[Dataset entries]
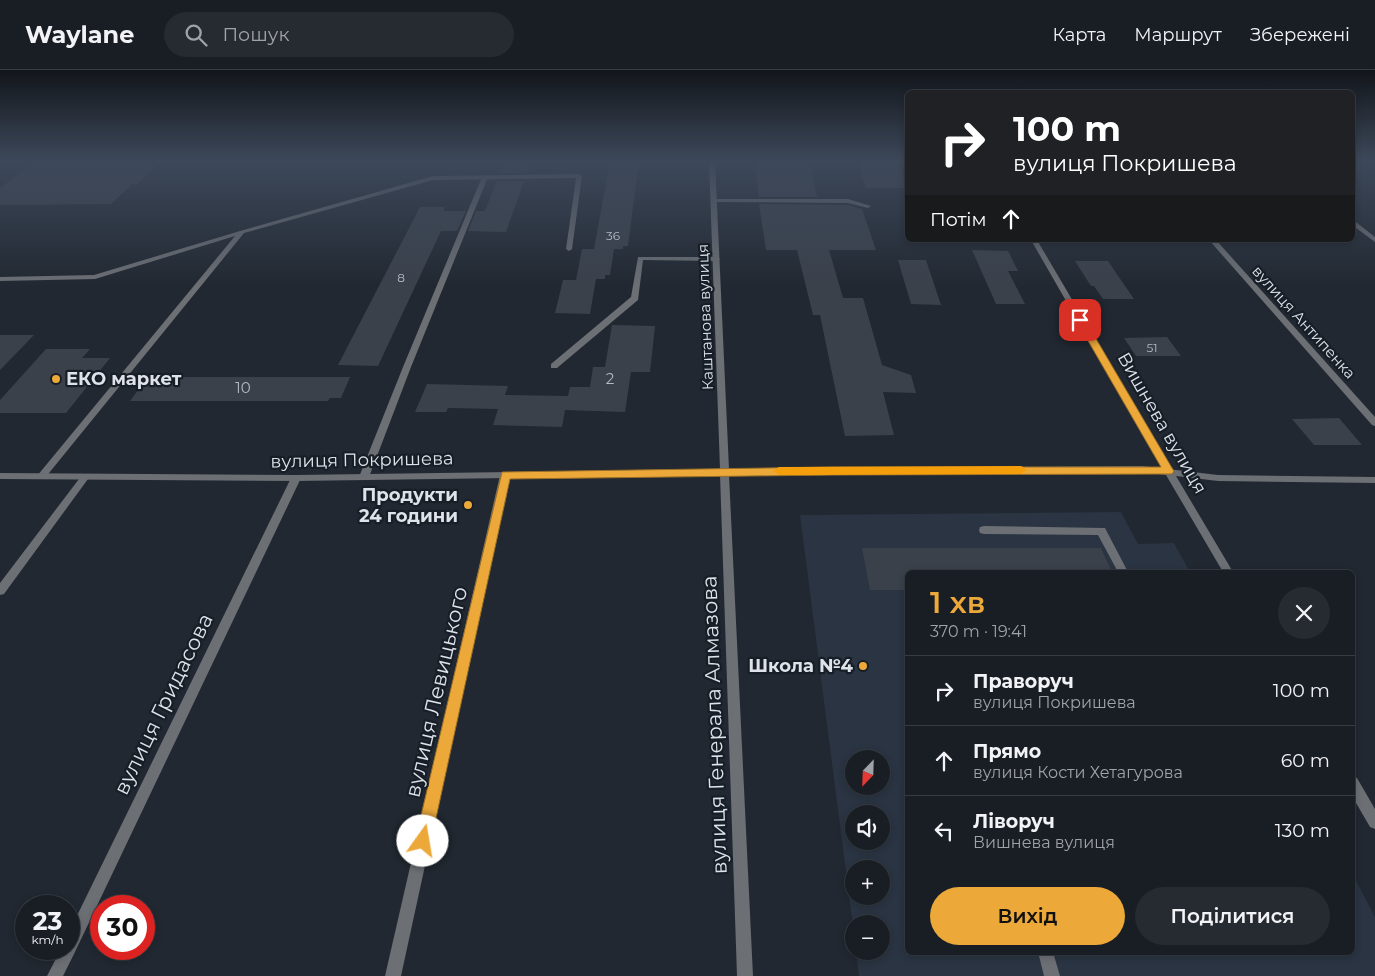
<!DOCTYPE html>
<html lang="uk">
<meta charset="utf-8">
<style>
:root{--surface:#191e25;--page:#262b32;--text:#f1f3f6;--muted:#9fa2a7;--line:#373c42;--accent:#eca93a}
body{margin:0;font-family:Montserrat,sans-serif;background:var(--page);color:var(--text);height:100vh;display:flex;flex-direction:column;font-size:19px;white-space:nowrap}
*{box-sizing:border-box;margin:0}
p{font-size:16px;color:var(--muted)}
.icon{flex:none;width:28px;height:28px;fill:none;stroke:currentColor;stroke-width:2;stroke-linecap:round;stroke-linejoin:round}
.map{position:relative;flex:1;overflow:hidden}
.side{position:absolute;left:905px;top:500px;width:450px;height:385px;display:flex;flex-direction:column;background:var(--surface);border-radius:8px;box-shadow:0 2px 8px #0003,0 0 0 1px var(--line)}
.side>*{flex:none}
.guide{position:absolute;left:905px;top:20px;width:450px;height:152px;border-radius:8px;box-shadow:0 2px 8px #0003,0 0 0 1px var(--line);background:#202124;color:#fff;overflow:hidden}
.needle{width:32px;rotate:203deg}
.controls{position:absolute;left:845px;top:680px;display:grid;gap:10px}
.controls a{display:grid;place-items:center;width:45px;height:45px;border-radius:50%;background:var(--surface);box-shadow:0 2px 8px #0003,0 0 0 1px var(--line);font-size:25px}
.speed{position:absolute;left:15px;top:825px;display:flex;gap:10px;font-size:25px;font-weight:700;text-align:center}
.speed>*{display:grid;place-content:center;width:65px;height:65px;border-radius:50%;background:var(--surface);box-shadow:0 2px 8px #0003,0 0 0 1px var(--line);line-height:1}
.speed small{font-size:12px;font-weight:400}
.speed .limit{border:8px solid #d22;background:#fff;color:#111}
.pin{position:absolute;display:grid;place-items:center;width:42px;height:42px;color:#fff;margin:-21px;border-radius:10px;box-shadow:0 2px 8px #0006}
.me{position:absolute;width:55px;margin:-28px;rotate:13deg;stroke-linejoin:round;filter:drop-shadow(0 0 4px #0008)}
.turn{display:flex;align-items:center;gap:18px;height:105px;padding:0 25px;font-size:22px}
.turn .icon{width:65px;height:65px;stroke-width:2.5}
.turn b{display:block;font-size:35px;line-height:42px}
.then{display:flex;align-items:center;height:48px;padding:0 25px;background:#0003;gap:10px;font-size:19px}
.round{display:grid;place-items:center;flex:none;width:52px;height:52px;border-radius:26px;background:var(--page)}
.head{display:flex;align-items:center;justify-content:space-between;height:85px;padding:0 25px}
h1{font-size:30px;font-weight:600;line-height:38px;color:var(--accent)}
.primary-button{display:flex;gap:10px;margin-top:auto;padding:10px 25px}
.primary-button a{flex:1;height:58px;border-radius:30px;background:var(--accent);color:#111;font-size:20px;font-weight:600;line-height:58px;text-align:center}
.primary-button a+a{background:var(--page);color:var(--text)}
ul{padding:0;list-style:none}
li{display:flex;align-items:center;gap:15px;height:70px;padding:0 25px;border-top:1px solid var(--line)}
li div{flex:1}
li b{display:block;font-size:19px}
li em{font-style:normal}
header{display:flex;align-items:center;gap:30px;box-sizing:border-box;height:70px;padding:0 25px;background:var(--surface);border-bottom:1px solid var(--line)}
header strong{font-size:24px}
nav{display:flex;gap:28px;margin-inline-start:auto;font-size:18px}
.search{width:350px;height:45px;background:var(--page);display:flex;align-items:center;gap:12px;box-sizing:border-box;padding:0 18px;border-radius:28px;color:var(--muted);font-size:19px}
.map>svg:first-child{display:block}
</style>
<header>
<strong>Waylane</strong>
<div class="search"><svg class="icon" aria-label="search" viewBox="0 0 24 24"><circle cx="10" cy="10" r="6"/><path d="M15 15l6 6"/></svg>Пошук</div>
<nav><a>Карта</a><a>Маршрут</a><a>Збережені</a></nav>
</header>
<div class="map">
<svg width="1375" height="906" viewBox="0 0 1375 906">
<rect width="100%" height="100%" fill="#212831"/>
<path fill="#2a3442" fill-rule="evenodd" d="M1121,442L1138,474L1174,473L1190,502H908V882H1352L1353,805L1375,847V906H859L856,881H881V854H854V864L800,445ZM854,689H881V716H854ZM854,744H881V771H854ZM854,799H881V826H854Z"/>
<g fill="#3a414b">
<path d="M36,91H162L137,114H132L111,134L0,135V118Z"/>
<path d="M505,91H532L527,103H500Z"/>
<path d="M610,91H639L628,176H623V179H614L610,205H605V209H596L590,244L555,243L563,210H576L582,179H594Z"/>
<path d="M754,91H778L779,94H810L817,127H759Z"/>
<path d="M857,91H897L908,118H866Z"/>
<path d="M497,111H524L506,162L468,161L476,141H485Z"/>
<path d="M759,134L848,135L862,139L876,180H829L843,228H863L882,295L911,305L916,323L883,322L894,365L845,366L820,245H813L797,180H766Z"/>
<path d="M420,137H445L443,141H466L457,161H441L378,296L338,295Z"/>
<path d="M972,180L1008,181L1018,201H1008L1025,234H996Z"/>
<path d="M898,190H926L941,235L911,234Z"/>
<path d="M1075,191H1108L1134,229H1103L1094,216H1091Z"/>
<path d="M612,255L655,256L650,302H631L625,342L565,340L562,357L493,355L498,339L448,338L446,342H415L427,314L508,316L505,325L568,326L570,317H590L593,297H605Z"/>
<path d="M0,265H34L0,300Z"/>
<path d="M1167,267L1181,286H1136L1124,268Z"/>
<path d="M46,279H90L82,288H110L66,343H0V330Z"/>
<path d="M148,307H350L341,328H330L328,331H130Z"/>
<path d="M1339,348L1362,375H1314L1292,349Z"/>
<path d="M862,478H1101L1112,502H908V520H870Z"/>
</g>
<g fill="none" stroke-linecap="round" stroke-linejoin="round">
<g fill="#6c6f74" fill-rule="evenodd">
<path d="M579,104L582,106L572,179L569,181L566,179L576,108L433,110L244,163L45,408L42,409L37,406L235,166L95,209L0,211V207L94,205L240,161L433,106Z"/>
<path d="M712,129H848L871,136L868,138L848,133L714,132L711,130Z"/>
<path d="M638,187H717L720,189L717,191L643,190L638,230L557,298H551V294L631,227Z"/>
<path d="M984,456L1105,458L1128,502H1118L1098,465L984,464L980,463L979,460L980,457Z"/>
<path d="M1038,882H1053L1060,906H1044Z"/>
</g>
<g fill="#6c6f74" fill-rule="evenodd">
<path d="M485,105L488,107L411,297L369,407L364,410L361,409L359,407L403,297L482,107Z"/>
<path d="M1352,149L1375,167V172L1352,155Z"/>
<path d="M1031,170H1037L1173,401L1171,403H1165Z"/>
<path d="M1209,170H1216L1375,347V356L1372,355Z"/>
<path d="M505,402L510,405L401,906H385L500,405Z"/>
<path d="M85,404L90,407L88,409L4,524L0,525V513L82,405Z"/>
<path d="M296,405L301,408L74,884L63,906H47L61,879H69V862L291,408Z"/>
</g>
<g fill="#6c6f74" fill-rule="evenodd">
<path d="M709,91H715L729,399L1142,396L1218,405L1375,407V413L1218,411L1176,406L1233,502H1223L1166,405L1142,402L729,405L753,906H737L720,405L296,411L0,409V403L296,405L720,399Z"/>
<path d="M1352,707L1357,708L1375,739V759L1370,757L1352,726Z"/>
</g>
</g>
<linearGradient id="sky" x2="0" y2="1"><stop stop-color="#12161b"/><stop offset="0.42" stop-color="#3d485a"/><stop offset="1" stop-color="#3d485a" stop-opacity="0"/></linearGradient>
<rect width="1375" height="217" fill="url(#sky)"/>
<path fill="#eca93a" stroke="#996e26" d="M1080,247L1085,250L1172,398L1174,401L1172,404L834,405L510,409L431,771L429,777L423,779L418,777L415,771L502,402L834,397H1161L1076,250Z"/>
<path fill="#f59e0b" d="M1021,396L1027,400L1021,404L779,405L773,401L779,397Z"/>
<g fill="#eca93a" stroke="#171e27" stroke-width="2">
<circle cx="56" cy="309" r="5"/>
<circle cx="468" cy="435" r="5"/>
<circle cx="863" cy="596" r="5"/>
</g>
<g text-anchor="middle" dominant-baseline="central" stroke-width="4.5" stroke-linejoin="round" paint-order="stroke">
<g font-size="12" fill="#b5bac2">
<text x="613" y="165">36</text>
<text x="401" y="207">8</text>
<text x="1152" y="277">51</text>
</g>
<g font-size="15" fill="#dee2e9" stroke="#171e27">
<text transform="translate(705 247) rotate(-92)">Каштанова вулиця</text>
<text transform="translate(1304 252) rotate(48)">вулиця Антипенка</text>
</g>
<g font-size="15" fill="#b5bac2">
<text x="610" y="308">2</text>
<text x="243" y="317">10</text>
</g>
<g font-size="18" font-weight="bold" fill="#dee2e9" stroke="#171e27" text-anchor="end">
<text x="66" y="309" text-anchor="start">ЕКО маркет</text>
<text x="458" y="425">Продукти<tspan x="458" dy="21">24 години</tspan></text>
<text x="853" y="596">Школа №4</text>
</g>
<g font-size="18" fill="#dee2e9" stroke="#171e27">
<text transform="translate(1162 353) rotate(60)">Вишнева вулиця</text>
<text transform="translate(362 390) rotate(-1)">вулиця Покришева</text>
</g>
<g font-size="21" fill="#dee2e9" stroke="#171e27">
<text transform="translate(436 622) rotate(-77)">вулиця Левицького</text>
<text transform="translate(163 634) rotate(-64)">вулиця Гридасова</text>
<text transform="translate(714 655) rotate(-92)">вулиця Генерала Алмазова</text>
</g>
</g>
</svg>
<div class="controls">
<a><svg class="needle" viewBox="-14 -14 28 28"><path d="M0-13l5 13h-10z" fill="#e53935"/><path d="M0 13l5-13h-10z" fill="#9fa2a7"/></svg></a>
<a><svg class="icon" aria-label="sound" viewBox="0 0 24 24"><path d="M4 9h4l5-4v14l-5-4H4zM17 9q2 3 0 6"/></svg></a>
<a>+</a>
<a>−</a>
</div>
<div class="speed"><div>23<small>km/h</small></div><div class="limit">30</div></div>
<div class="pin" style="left:1080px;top:250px;background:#d93025"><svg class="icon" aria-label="arrive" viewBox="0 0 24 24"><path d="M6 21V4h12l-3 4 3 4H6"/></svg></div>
<svg class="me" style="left:423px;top:771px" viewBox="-20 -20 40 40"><circle r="19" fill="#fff"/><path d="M0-13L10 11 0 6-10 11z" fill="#eca93a"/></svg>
<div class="guide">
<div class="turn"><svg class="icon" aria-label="right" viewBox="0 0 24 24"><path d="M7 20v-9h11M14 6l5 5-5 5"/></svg><div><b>100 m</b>вулиця Покришева</div></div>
<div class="then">Потім<svg class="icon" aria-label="ahead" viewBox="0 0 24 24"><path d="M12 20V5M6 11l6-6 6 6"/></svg></div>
</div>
<section class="side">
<div class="head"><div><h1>1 хв</h1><p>370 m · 19:41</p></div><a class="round"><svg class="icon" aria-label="close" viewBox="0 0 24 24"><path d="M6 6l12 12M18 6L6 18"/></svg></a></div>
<ul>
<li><svg class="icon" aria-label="right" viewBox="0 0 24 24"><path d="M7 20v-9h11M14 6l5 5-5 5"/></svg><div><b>Праворуч</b><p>вулиця Покришева</p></div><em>100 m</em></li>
<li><svg class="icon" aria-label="ahead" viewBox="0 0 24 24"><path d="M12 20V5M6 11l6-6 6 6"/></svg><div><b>Прямо</b><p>вулиця Кости Хетагурова</p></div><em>60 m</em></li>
<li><svg class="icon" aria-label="left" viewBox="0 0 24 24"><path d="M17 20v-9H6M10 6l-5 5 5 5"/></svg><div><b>Ліворуч</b><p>Вишнева вулиця</p></div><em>130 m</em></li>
</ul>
<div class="primary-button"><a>Вихід</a><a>Поділитися</a></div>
</section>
</div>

• **PROBLEM**:
Please copy each line of the entries in which the word "shadow" shows up.

• **EXERCISE RESPONSE**:
.side{position:absolute;left:905px;top:500px;width:450px;height:385px;display:flex;flex-direction:column;background:var(--surface);border-radius:8px;box-shadow:0 2px 8px #0003,0 0 0 1px var(--line)}
.guide{position:absolute;left:905px;top:20px;width:450px;height:152px;border-radius:8px;box-shadow:0 2px 8px #0003,0 0 0 1px var(--line);background:#202124;color:#fff;overflow:hidden}
.controls a{display:grid;place-items:center;width:45px;height:45px;border-radius:50%;background:var(--surface);box-shadow:0 2px 8px #0003,0 0 0 1px var(--line);font-size:25px}
.speed>*{display:grid;place-content:center;width:65px;height:65px;border-radius:50%;background:var(--surface);box-shadow:0 2px 8px #0003,0 0 0 1px var(--line);line-height:1}
.pin{position:absolute;display:grid;place-items:center;width:42px;height:42px;color:#fff;margin:-21px;border-radius:10px;box-shadow:0 2px 8px #0006}
.me{position:absolute;width:55px;margin:-28px;rotate:13deg;stroke-linejoin:round;filter:drop-shadow(0 0 4px #0008)}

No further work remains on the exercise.